You know what, we can talk about how great this show is on all those levels because [Greg] Spottiswood and his team of writers are trying to make art. [Greg] is trying to write a play and you can’t help but just want to help him succeed. We are in our second season; hopefully [there will be] a third and a fourth season. Writing like this is just going to get better and better and better. Usually on any good TV show, you have your first two years that are just exceptional and then you flatten out, and then right around Season 8 or 9 you have a rebirth. There wasn’t a sense of what the show was last year, as much. We are getting it, we are finally getting it. I am so grateful that we had a core audience, not unlike Veronica Mars, to just say, “Nope, this is it. You’ve got to give it a chance.” “What, it’s just another teen drama, I don’t want to see that,” “No, it’s not, I swear.” “It’s just another medical show.” “No, it’s not, I swear.” To be part of that stuff is so great, and if [Remedy‘s] on long enough, it will catch on.
Now Allen’s a very different father from the beloved Keith Mars, aka The Best TV Father Ever.
Isn’t Keith cool? He’s pretty cool. And someone asked me that really made me understand better why he was such a good dad as opposed to Allen Conner. I don’t think there’s any value in a dad like Allen. There’s a great value to have a dad like Keith because you are dealing with a teenager and you’re respecting your teenage daughter and you’re giving her power and you’re empowering her, [treating her] with respect and as an equal, as opposed to dealing with adults who you would want to smack.
There are some great moments between Griffin and Allen in the first couple of episodes that show how far this story has come.
Well, that’s why the show plays like a play or a novel. You had to have seen where they started from, how far they’ve come in 10 episodes, how much further they are going to get in 20. If we get to do 50 episodes of this thing, it is just going to be the best freaking binge watch ever.

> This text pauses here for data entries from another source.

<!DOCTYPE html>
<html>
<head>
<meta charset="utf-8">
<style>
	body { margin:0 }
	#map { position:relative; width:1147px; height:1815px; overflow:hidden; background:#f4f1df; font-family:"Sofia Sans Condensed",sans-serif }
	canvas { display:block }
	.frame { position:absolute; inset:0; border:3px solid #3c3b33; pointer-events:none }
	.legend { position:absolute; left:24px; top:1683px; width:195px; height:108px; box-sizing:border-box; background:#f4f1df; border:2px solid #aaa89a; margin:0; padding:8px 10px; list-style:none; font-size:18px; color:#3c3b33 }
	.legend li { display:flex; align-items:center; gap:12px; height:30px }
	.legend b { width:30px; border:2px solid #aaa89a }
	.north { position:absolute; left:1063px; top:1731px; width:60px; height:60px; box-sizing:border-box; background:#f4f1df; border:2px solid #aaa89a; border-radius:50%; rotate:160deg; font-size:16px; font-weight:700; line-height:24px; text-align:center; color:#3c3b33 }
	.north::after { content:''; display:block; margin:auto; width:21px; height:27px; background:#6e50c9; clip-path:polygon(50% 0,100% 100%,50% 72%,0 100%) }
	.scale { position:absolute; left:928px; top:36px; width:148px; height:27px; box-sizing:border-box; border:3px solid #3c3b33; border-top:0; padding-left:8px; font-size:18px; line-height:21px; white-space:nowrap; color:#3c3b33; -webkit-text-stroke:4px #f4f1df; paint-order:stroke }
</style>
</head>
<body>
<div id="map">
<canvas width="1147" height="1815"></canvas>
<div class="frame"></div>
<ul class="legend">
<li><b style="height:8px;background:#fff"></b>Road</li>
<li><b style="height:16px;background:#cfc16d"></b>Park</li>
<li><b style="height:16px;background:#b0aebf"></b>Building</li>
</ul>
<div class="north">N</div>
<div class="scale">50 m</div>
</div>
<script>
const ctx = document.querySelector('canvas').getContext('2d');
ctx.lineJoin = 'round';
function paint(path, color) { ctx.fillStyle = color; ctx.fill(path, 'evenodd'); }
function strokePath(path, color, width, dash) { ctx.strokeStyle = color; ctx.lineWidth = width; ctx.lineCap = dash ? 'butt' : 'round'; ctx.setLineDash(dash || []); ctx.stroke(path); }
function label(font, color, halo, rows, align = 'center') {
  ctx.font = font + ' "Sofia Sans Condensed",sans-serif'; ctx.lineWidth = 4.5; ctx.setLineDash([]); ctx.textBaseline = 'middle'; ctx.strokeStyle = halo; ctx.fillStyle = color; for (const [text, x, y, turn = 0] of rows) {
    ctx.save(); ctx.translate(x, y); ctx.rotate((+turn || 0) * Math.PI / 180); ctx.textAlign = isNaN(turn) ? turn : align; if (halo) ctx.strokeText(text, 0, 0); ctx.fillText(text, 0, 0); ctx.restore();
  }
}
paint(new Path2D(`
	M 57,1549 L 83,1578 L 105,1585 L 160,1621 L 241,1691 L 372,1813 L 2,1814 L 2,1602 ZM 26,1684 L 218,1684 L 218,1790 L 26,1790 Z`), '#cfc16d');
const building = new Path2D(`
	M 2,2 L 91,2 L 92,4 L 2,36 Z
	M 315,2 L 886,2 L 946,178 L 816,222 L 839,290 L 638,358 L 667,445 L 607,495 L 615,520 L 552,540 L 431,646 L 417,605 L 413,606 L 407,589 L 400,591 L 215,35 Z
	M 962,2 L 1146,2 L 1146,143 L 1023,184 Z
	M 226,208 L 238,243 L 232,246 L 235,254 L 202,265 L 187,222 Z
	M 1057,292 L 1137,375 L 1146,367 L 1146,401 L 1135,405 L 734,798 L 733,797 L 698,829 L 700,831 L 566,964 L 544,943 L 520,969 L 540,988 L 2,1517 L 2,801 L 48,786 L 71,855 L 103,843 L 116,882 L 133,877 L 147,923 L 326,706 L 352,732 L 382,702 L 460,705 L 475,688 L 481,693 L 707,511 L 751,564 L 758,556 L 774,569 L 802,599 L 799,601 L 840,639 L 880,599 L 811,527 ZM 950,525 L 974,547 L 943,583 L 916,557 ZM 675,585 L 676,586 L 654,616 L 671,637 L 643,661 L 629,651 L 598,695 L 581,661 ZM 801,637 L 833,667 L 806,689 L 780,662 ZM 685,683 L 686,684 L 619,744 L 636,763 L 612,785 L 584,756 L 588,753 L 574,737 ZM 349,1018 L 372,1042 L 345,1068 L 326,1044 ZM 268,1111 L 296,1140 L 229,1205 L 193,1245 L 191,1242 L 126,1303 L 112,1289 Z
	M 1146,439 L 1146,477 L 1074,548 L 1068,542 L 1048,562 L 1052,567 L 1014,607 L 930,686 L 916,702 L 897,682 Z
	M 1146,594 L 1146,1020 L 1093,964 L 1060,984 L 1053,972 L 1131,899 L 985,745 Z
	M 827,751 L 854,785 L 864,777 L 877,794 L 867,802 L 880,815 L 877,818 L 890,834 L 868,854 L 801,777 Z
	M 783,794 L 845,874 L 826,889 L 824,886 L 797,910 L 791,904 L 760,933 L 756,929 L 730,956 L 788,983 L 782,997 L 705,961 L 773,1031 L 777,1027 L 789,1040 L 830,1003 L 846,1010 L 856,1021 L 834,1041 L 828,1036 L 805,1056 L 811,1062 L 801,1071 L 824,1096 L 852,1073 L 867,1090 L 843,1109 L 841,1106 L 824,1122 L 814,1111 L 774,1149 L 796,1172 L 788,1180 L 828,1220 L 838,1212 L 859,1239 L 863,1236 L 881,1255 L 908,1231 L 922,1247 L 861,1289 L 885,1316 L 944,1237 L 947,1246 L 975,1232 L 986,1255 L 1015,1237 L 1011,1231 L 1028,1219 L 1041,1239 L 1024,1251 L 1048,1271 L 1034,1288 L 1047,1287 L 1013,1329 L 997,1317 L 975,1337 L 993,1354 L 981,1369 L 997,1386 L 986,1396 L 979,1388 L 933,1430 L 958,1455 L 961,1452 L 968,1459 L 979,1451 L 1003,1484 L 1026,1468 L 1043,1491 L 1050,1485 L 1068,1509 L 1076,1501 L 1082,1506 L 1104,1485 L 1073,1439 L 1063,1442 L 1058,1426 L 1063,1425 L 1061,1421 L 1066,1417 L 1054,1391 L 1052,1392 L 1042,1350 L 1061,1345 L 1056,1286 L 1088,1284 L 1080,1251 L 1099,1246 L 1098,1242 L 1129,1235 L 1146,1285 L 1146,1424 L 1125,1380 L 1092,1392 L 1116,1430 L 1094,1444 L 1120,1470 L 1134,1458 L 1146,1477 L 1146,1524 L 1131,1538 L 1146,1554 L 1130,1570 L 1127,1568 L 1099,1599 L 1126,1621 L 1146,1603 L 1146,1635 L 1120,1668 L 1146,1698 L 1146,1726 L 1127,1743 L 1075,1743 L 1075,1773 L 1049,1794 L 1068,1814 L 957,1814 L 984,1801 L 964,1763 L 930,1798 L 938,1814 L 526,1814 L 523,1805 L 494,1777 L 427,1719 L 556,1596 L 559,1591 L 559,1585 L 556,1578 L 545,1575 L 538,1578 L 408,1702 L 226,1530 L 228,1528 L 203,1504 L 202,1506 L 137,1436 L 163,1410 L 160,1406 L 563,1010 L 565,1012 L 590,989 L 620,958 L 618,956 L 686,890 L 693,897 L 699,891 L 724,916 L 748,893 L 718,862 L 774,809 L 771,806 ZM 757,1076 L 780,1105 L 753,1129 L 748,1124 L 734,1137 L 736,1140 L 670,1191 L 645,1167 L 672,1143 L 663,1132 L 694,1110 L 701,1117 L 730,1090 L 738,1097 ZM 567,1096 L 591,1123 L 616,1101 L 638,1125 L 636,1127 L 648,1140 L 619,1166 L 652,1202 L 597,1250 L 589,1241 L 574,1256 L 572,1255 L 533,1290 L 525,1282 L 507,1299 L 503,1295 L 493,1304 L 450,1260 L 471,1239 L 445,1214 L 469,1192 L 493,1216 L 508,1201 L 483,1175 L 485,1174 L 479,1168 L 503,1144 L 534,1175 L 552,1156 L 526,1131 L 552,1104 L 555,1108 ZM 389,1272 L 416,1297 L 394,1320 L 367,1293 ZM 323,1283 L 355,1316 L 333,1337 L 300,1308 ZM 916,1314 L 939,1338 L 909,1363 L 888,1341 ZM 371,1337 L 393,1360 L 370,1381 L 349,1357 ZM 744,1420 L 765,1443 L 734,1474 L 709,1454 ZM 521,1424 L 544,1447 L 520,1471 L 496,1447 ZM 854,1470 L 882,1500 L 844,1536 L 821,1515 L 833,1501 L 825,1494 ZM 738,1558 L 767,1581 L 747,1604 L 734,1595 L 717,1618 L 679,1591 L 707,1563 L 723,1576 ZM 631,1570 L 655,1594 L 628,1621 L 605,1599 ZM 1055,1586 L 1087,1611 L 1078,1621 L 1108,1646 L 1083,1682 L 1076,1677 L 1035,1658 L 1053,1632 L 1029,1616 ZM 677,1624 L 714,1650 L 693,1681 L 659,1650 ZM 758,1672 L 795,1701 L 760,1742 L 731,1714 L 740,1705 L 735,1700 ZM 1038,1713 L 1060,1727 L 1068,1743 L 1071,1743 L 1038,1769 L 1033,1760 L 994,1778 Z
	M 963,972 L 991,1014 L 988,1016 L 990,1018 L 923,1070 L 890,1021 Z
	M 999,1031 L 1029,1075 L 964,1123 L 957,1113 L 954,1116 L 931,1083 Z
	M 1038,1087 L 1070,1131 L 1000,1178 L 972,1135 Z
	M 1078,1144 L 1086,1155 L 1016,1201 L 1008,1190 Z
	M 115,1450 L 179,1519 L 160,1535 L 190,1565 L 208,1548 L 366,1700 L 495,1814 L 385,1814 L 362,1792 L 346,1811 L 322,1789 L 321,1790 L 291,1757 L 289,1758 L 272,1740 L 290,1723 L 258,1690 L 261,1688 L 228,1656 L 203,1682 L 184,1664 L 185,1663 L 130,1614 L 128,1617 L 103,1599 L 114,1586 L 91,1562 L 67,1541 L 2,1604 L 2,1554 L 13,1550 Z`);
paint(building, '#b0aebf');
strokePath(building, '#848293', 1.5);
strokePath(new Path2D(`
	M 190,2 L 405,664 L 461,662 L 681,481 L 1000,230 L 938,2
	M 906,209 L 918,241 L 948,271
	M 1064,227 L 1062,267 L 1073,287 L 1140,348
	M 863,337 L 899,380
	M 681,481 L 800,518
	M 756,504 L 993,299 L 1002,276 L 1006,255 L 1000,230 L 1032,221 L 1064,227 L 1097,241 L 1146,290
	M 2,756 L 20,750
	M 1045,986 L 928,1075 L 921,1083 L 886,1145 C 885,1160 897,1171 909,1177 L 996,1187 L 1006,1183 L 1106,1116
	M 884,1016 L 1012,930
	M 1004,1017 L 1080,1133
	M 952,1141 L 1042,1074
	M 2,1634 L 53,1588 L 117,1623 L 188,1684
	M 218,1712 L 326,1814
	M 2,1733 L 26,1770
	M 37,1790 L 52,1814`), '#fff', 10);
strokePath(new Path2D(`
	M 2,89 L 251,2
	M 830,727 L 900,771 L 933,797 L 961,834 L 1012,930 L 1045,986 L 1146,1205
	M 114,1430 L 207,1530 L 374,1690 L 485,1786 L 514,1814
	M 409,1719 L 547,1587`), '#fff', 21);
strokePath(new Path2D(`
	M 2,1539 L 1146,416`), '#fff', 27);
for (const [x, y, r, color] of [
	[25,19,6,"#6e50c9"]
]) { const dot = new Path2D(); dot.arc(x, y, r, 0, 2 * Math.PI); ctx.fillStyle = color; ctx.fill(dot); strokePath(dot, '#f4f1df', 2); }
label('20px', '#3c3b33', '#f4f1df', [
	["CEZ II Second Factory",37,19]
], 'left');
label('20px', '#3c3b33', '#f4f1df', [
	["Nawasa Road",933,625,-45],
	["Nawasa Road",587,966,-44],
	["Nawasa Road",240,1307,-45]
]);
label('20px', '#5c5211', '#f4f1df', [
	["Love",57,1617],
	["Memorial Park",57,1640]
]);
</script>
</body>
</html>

There’s also a new dynamic introduced with Niall Matter’s character. He’s kind of a cocky son of a gun.
Yeah, Peter Cutler. You want to knock him down a couple of notches, and that is why Allen has so much fun with him. But what happens is that he slowly becomes the son that he’s wanted. Their relationship becomes so beautiful. And it breaks your heart because you love Griffin.
Dr. Tuttle also continues to be a challenge for Allen and everyone else. Sometimes I just want to reach through the TV and shake her because she’s so stubborn. She’s the queen of bad decisions.
Wait till you see what happens to Tuttle. She’s so complicated. A good head to butt up against. When I saw her in the AA meeting at the end of last season, I was like, “Oh, what the –.”
The relationship between Allen and Melissa seems to be a bit less strained this season. She doesn’t seem to be constantly striving for her father’s validation. What can you share about that father / daughter relationship?
Well, what happens is that mom, Martha, comes to play with us a little more. And [Sandy’s] baby sort of distracts Melissa a little bit away from dad and onto Sandy. So, Sandy gets all of that wonderful OCD. Sarah Canning is just so delicious. All of them [are]. This is going to be better and better because they are exceptional people, and I am dad, but I get to love them.
Kristen [Bell] and I, on Veronica Mars, it is rare it happens even before we started filming, but it was like, “I dig you.” And not that I didn’t have respect for these people, but when there are three of them [playing your kids], how do you immediately create this world? But the second season is like, “I know you.”